Mindfulness mind games
Eating chicken and broccoli everyday can not only be boring but can make you go a little crazy, and that’s when the cravings kick in. A cheat meal is good for your soul and sanity. It’s easy to stick to a diet when you know there’s a slice of pizza on the horizon. Plan your cheat meals wisely – Choose a day once a week to have your indulgence, whether it be your weekend catch up brunch or Friday night football, don’t miss out on social events because of your diet. By picking a day to have your cheat meal you’re able to eat clean and reserve calories before hand therefore you don’t have to feel guilty about treating yourself and having fun. Pick your poison - Pin point exactly what you’ve been craving and satisfy it, don’t waste those extra calories on something you aren’t going to enjoy.
"Babies cry when hungry and stop when they're full.

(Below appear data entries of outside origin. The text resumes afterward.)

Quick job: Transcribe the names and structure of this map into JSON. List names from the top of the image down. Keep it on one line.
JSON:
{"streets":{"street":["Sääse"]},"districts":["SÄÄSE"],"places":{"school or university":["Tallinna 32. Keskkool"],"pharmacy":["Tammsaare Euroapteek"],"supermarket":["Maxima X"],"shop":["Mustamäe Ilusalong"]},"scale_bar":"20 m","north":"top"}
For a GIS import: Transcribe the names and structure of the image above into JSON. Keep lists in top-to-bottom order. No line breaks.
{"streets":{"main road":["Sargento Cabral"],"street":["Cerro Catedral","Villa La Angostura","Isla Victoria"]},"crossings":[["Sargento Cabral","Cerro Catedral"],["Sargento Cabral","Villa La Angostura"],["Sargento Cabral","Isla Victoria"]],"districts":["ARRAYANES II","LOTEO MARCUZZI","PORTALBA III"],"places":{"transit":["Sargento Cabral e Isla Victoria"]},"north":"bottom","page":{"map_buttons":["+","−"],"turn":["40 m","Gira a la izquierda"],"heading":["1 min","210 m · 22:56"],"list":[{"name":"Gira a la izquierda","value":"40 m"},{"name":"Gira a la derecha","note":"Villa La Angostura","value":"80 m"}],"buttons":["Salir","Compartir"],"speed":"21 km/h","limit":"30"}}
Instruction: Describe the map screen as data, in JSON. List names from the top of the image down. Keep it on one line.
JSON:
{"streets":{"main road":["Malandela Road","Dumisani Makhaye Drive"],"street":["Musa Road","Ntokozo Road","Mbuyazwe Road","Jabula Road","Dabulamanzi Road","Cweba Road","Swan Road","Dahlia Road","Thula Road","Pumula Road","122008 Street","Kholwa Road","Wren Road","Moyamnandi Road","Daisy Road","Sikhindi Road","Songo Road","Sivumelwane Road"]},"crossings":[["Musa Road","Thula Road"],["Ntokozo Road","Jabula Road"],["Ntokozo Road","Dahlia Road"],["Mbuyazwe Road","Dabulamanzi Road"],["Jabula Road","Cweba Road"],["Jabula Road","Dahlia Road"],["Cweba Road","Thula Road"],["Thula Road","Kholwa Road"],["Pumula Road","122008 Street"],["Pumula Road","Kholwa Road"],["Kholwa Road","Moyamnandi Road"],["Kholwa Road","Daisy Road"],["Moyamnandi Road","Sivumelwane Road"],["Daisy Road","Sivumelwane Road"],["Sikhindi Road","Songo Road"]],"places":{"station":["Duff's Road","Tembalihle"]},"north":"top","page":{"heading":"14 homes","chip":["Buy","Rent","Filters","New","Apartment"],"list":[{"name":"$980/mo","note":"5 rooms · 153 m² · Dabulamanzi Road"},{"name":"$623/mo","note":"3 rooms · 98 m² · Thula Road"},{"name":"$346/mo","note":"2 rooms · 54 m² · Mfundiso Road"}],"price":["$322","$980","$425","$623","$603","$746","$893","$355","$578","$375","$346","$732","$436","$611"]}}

No one taught you that" – eat till you’re satisfied not overbearingly full. Instead of eating a whole pizza; have two slices, if you’re having a burger try to resist ordering a side of fries. When having your cheat meal, be mindful of not overindulging, this could lead to undoing all your hard work that week, the extra calories can add up quickly.
Go beast mode
Beast mode before feast mode – want to minimise fat storage from your cheat meal? Hit the gym before you indulge. By working out before hand you deplete your glycogen stores (sugar in your system that your body uses for energy). Because your glycogen reserves are low, your body won’t convert carbohydrates into body fat until the glycogen reserves are full. The emptier the tank, the more room you have for that pasta you’ve been yearning for.
The main thing with having a cheat meal is not letting it turn into a cheat day, or even a week – practice your self control. If you have very little self control perhaps cheat meals are not for you. Just remember - for every gram of carb you consume your body holds almost 3 grams of water, so don’t go weighing yourself the day after hoping for a miracle. If you’re cheating correctly you should be 0.5-1kg lighter after a few days. You deserve to treat yourself once in a while; food is meant to be enjoyed.